Across the data below, state how many lines hold "names", and reply with nothing but that number.

------------------------------

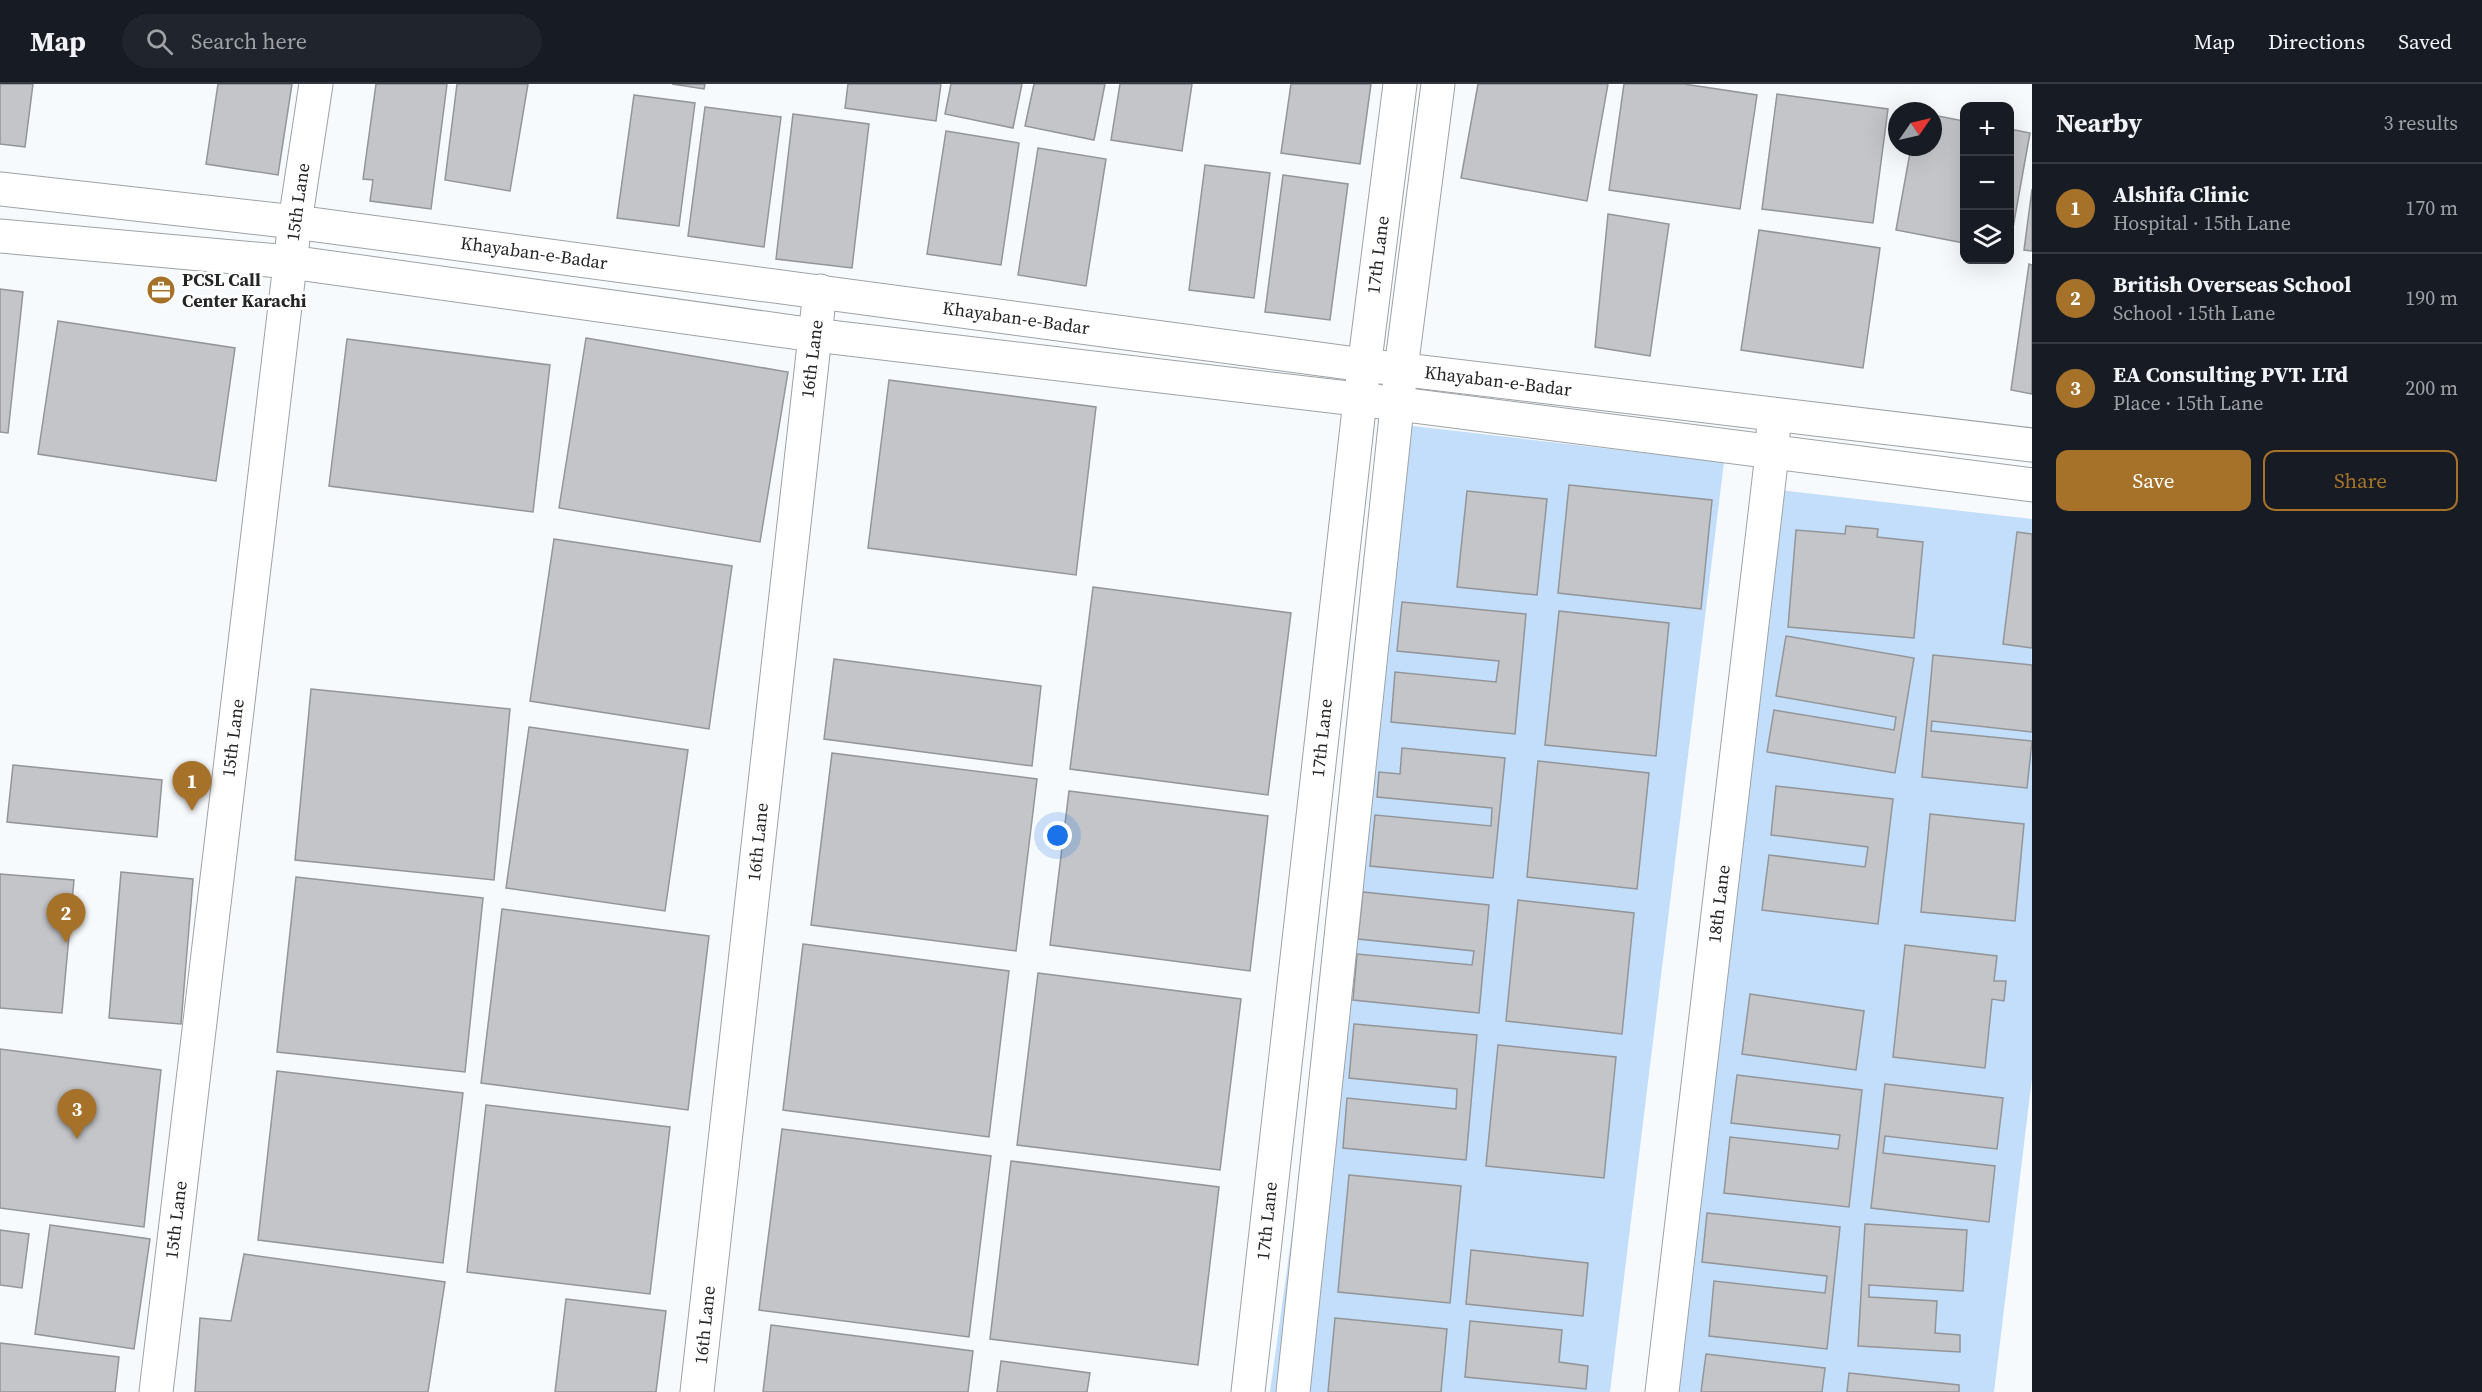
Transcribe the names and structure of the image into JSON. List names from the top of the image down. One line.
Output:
{"streets":{"street":["15th Lane","Khayaban-e-Badar","17th Lane","16th Lane","18th Lane"]},"crossings":[["15th Lane","Khayaban-e-Badar"],["Khayaban-e-Badar","17th Lane"],["Khayaban-e-Badar","16th Lane"],["Khayaban-e-Badar","18th Lane"]],"places":{"office":["PCSL Call Center Karachi"]},"north":"top right","page":{"header":"Map","search":"Search here","nav":["Map","Directions","Saved"],"heading":["Nearby","3 results"],"map_buttons":["+","−"],"list":[{"mark":"1","name":"Alshifa Clinic","note":"Hospital · 15th Lane","value":"170 m"},{"mark":"2","name":"British Overseas School","note":"School · 15th Lane","value":"190 m"},{"mark":"3","name":"EA Consulting PVT. LTd","note":"Place · 15th Lane","value":"200 m"}],"buttons":["Save","Share"],"pins":["1","2","3"]}}
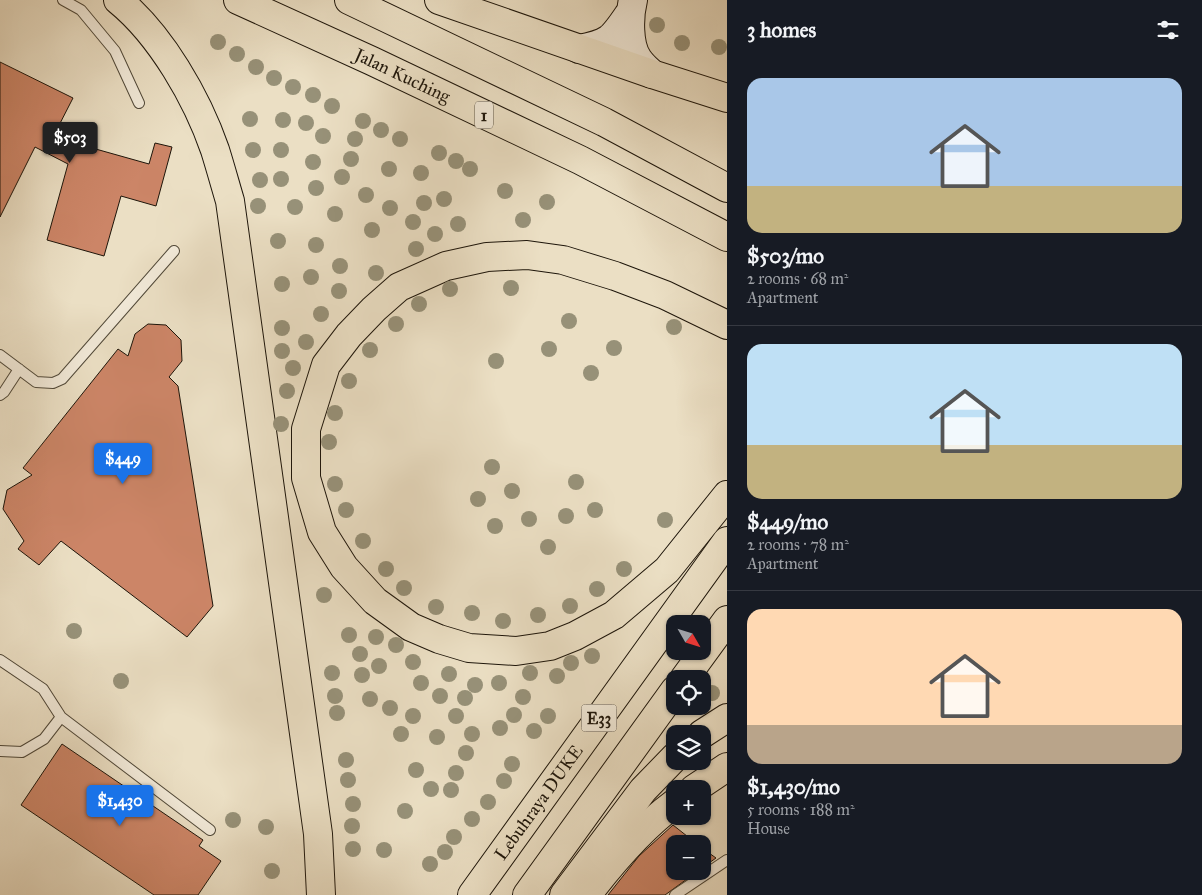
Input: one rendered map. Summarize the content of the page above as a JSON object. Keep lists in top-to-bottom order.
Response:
{
  "streets": {
    "highway": [
      "Jalan Kuching",
      "1",
      "E33",
      "Lebuhraya DUKE"
    ]
  },
  "north": "bottom right",
  "page": {
    "heading": "3 homes",
    "list": [
      {
        "name": "$503/mo",
        "note": "2 rooms · 68 m² · Apartment"
      },
      {
        "name": "$449/mo",
        "note": "2 rooms · 78 m² · Apartment"
      },
      {
        "name": "$1,430/mo",
        "note": "5 rooms · 188 m² · House"
      }
    ],
    "price": ["$503", "$449", "$1,430"],
    "map_buttons": ["+", "−"]
  }
}
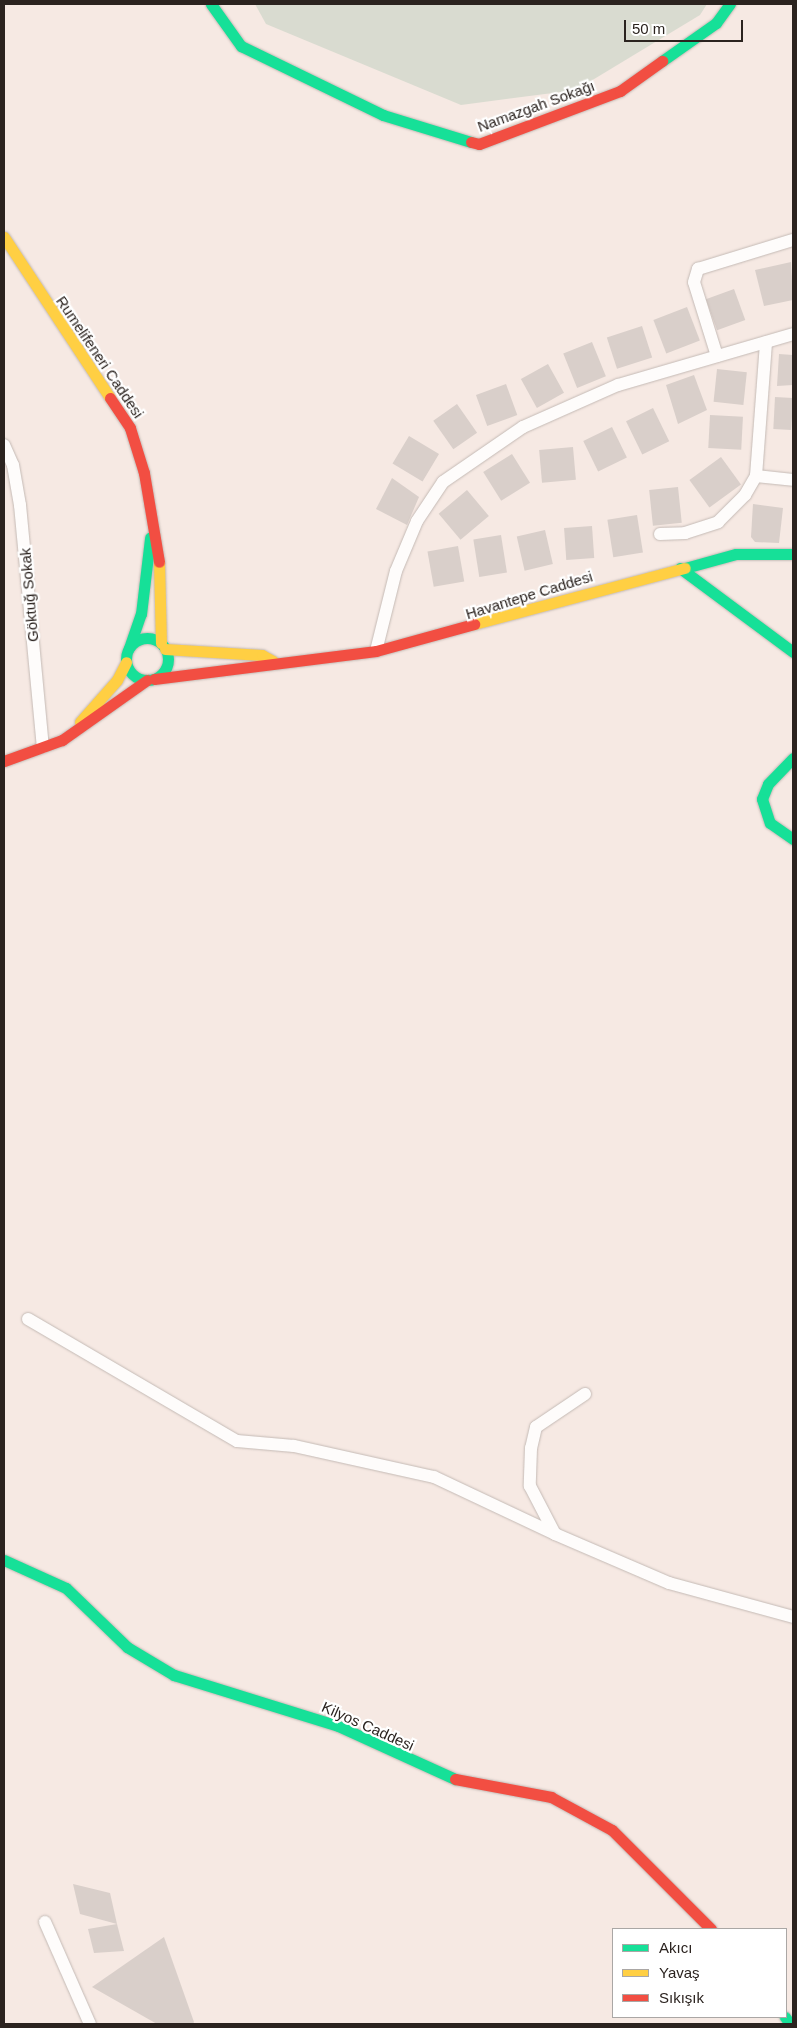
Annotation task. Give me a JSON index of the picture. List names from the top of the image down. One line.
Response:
{"streets":{"street":["Namazgah Sokağı","Rumelifeneri Caddesi","Göktuğ Sokak","Havantepe Caddesi","Kilyos Caddesi"]},"crossings":[["Rumelifeneri Caddesi","Havantepe Caddesi"]],"legend":["Akıcı","Yavaş","Sıkışık"],"scale_bar":"50 m"}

------------------------------

→ Response: 2